• [RECORDS TO PROCESS]:
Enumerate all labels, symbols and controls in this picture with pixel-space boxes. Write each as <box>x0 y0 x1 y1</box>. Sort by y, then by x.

* * *

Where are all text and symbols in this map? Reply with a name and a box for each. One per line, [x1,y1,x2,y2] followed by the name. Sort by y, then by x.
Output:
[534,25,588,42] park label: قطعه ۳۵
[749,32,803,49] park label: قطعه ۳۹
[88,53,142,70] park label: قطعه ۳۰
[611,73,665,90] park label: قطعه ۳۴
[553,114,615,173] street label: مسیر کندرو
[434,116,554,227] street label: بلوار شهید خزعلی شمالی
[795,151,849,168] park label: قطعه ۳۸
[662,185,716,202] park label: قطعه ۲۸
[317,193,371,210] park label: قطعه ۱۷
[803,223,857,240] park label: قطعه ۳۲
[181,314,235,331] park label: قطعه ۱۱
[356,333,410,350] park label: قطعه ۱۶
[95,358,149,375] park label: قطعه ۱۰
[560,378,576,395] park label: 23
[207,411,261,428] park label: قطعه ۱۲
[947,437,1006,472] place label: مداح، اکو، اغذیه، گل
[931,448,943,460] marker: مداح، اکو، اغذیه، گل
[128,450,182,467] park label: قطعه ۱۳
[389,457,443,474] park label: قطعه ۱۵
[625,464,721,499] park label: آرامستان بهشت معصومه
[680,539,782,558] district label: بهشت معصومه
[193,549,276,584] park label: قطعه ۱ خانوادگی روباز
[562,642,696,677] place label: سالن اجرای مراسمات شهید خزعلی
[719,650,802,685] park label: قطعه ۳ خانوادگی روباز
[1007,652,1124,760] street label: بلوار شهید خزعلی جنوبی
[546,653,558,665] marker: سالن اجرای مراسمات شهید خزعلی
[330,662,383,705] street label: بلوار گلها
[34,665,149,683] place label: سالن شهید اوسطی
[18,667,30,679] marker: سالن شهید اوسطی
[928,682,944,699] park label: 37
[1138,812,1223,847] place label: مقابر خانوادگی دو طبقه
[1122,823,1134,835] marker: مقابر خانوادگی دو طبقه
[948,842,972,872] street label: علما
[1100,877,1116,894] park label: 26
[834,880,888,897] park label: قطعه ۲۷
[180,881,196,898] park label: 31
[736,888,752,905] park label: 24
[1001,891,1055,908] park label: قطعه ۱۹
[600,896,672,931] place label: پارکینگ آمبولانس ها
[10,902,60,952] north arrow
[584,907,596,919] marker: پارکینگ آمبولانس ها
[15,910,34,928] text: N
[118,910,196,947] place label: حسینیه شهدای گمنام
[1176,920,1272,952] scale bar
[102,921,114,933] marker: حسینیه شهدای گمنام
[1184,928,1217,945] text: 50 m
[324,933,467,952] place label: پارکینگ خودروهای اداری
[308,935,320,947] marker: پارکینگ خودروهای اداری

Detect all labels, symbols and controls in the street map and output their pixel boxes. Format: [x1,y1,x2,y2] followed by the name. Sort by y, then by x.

...

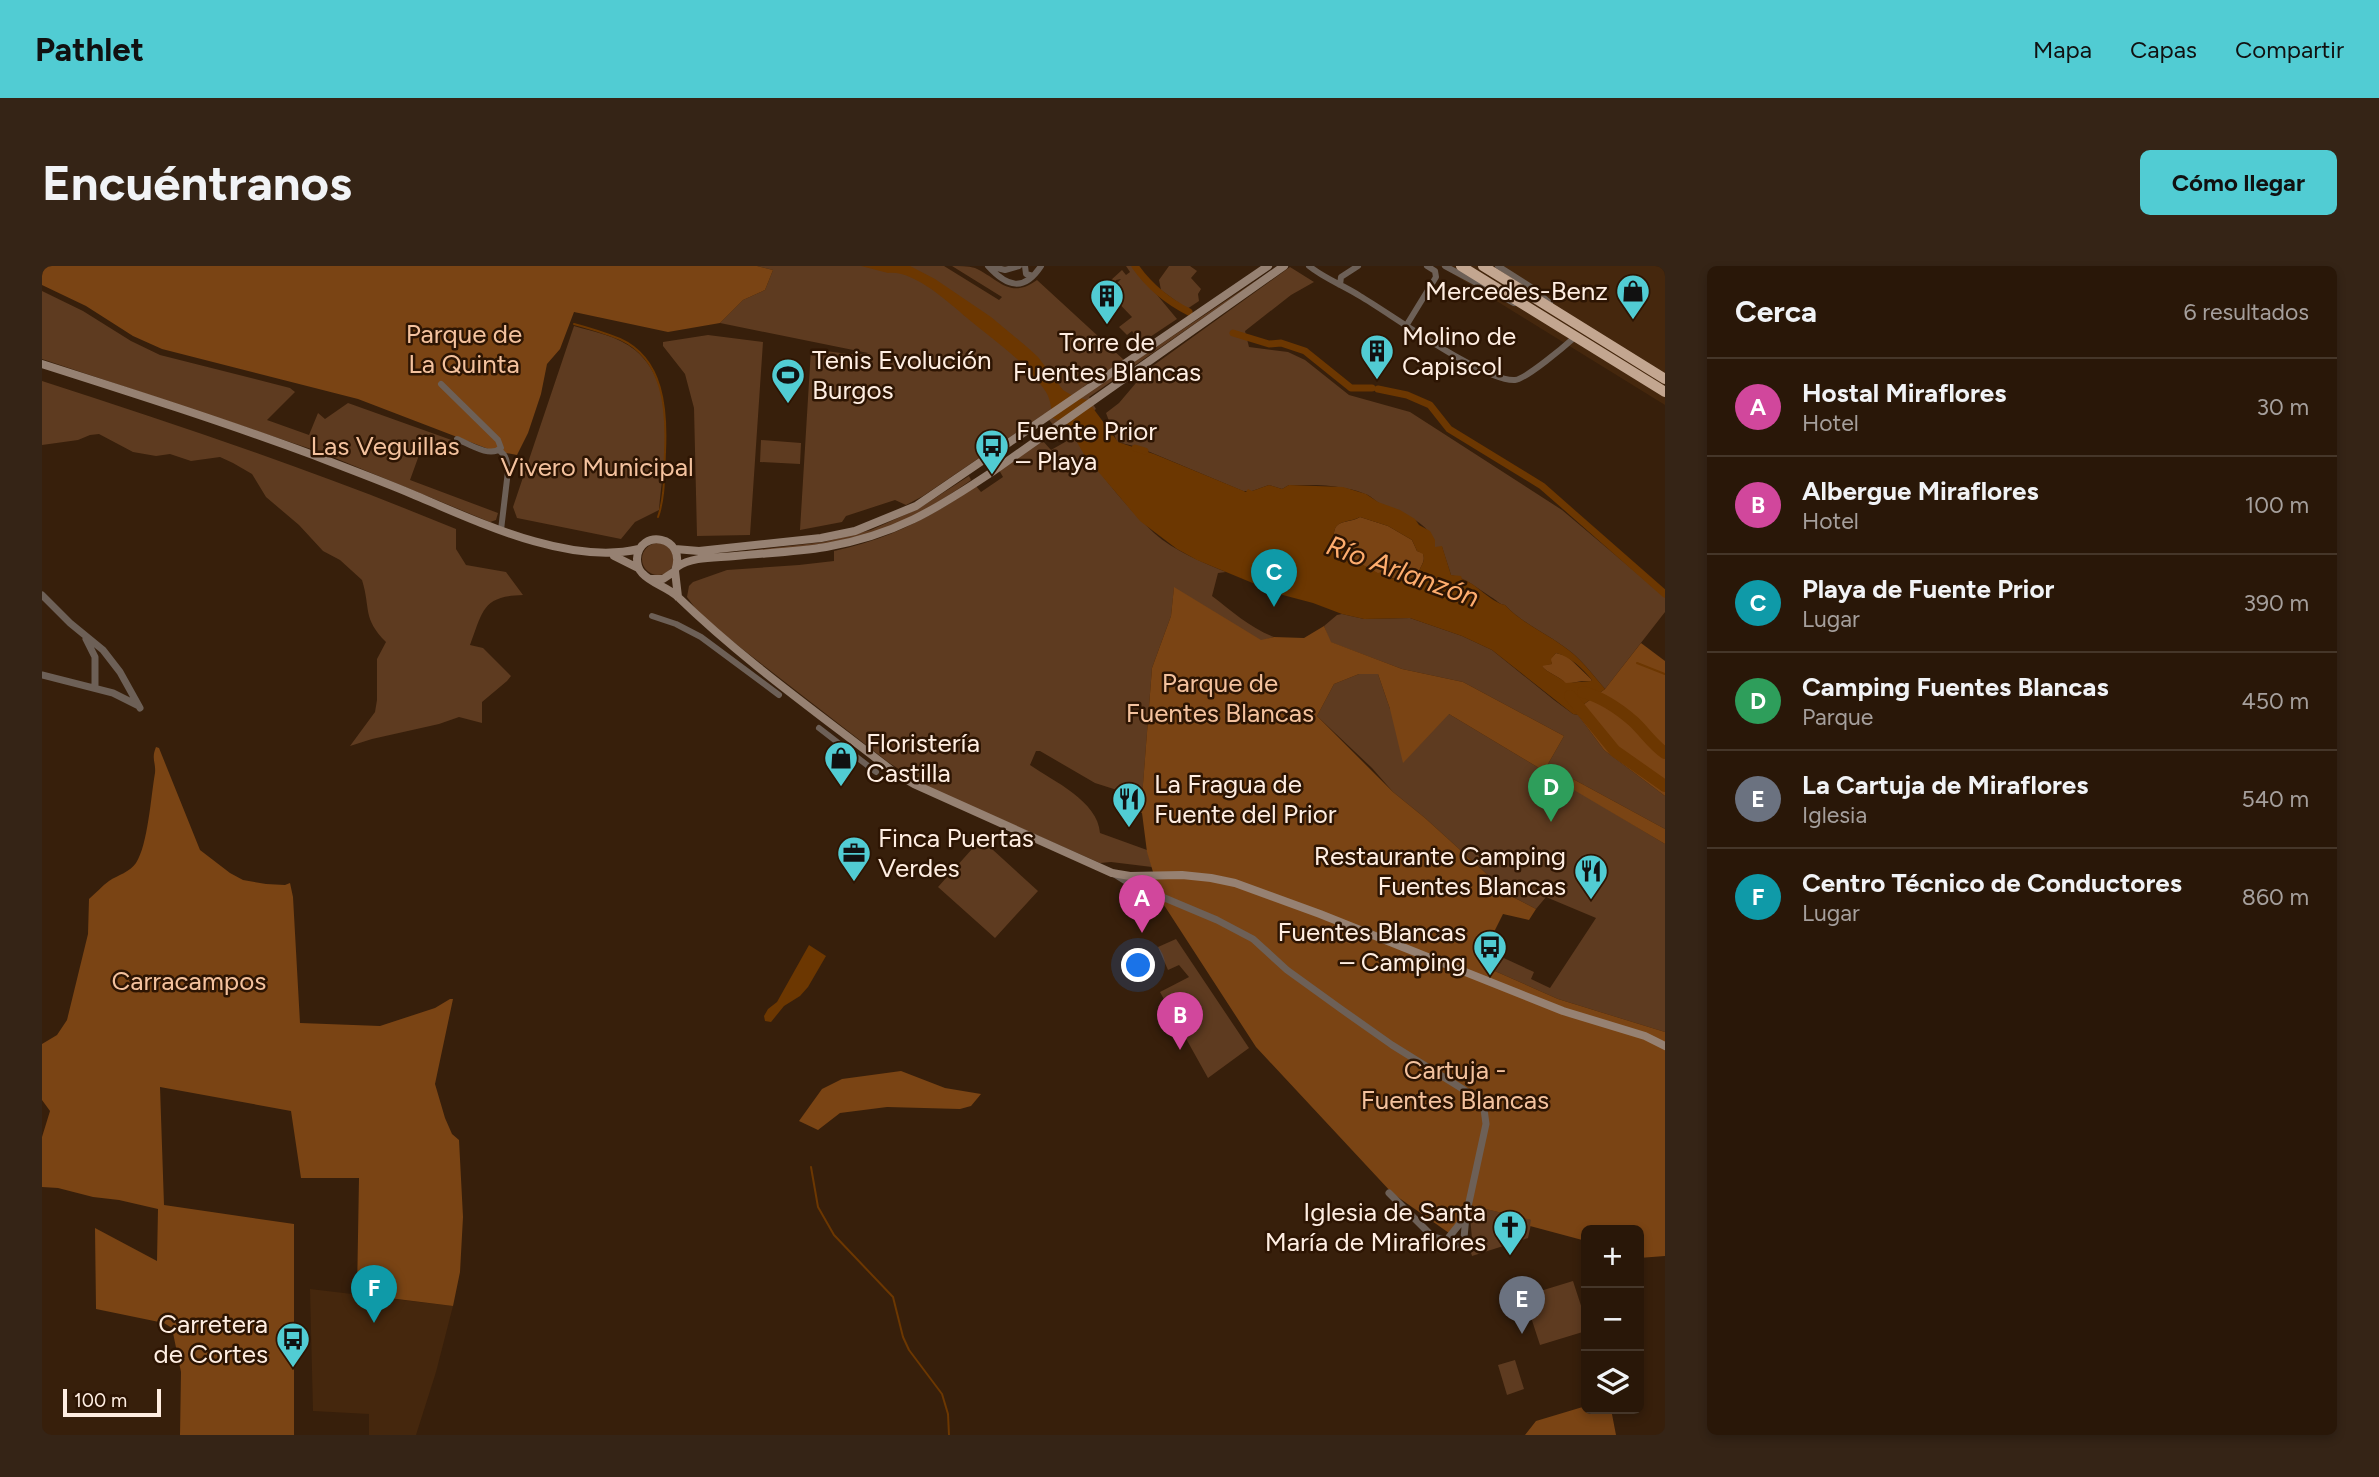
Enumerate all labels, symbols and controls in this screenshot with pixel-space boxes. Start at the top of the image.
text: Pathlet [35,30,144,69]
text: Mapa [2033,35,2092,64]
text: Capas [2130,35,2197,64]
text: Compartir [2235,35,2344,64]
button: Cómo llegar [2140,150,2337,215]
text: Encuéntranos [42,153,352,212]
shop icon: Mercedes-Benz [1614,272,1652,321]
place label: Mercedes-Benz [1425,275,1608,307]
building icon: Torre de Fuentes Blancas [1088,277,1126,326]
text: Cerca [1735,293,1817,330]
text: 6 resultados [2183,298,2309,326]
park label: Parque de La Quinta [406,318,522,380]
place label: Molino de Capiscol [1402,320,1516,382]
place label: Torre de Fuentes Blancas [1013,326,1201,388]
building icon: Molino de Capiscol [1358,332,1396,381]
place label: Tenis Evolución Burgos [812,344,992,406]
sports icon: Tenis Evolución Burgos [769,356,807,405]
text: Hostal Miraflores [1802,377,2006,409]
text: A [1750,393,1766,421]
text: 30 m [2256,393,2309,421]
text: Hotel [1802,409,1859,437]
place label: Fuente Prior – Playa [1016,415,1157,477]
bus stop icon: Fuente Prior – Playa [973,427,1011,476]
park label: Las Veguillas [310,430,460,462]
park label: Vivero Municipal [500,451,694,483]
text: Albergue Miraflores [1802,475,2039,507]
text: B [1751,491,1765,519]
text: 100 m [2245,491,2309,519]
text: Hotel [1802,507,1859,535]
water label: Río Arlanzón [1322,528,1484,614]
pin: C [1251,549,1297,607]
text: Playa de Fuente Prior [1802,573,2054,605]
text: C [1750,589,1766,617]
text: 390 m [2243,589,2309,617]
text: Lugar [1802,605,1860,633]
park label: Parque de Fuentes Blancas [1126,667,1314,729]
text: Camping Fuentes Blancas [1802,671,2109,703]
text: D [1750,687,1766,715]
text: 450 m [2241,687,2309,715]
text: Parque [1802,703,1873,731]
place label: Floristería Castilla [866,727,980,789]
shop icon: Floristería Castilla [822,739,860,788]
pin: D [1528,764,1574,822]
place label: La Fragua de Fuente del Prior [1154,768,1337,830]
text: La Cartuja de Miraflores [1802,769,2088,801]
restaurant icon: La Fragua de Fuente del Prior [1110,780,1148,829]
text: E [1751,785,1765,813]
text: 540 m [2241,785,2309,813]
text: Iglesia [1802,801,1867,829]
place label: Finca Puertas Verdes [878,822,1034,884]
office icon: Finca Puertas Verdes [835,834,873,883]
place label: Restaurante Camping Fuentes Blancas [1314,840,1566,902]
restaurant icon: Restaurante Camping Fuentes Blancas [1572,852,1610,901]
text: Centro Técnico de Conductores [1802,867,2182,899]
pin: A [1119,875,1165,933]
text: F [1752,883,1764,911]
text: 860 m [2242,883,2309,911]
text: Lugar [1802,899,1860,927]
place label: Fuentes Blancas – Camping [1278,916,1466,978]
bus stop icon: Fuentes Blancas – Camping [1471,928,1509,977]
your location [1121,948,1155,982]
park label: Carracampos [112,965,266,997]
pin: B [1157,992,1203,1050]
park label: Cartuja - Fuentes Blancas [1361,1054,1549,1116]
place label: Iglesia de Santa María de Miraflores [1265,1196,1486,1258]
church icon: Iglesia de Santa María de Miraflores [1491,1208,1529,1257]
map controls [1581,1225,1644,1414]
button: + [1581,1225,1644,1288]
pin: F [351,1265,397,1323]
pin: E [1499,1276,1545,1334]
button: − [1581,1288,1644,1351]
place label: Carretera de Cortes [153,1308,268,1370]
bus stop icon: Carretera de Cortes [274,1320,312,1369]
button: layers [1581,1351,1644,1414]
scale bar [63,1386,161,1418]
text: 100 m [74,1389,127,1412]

• [ABOUT THIS TASK]: Provide the number of lines in the records above that contain the word "each", with no additional words.

• [REPLY]: 2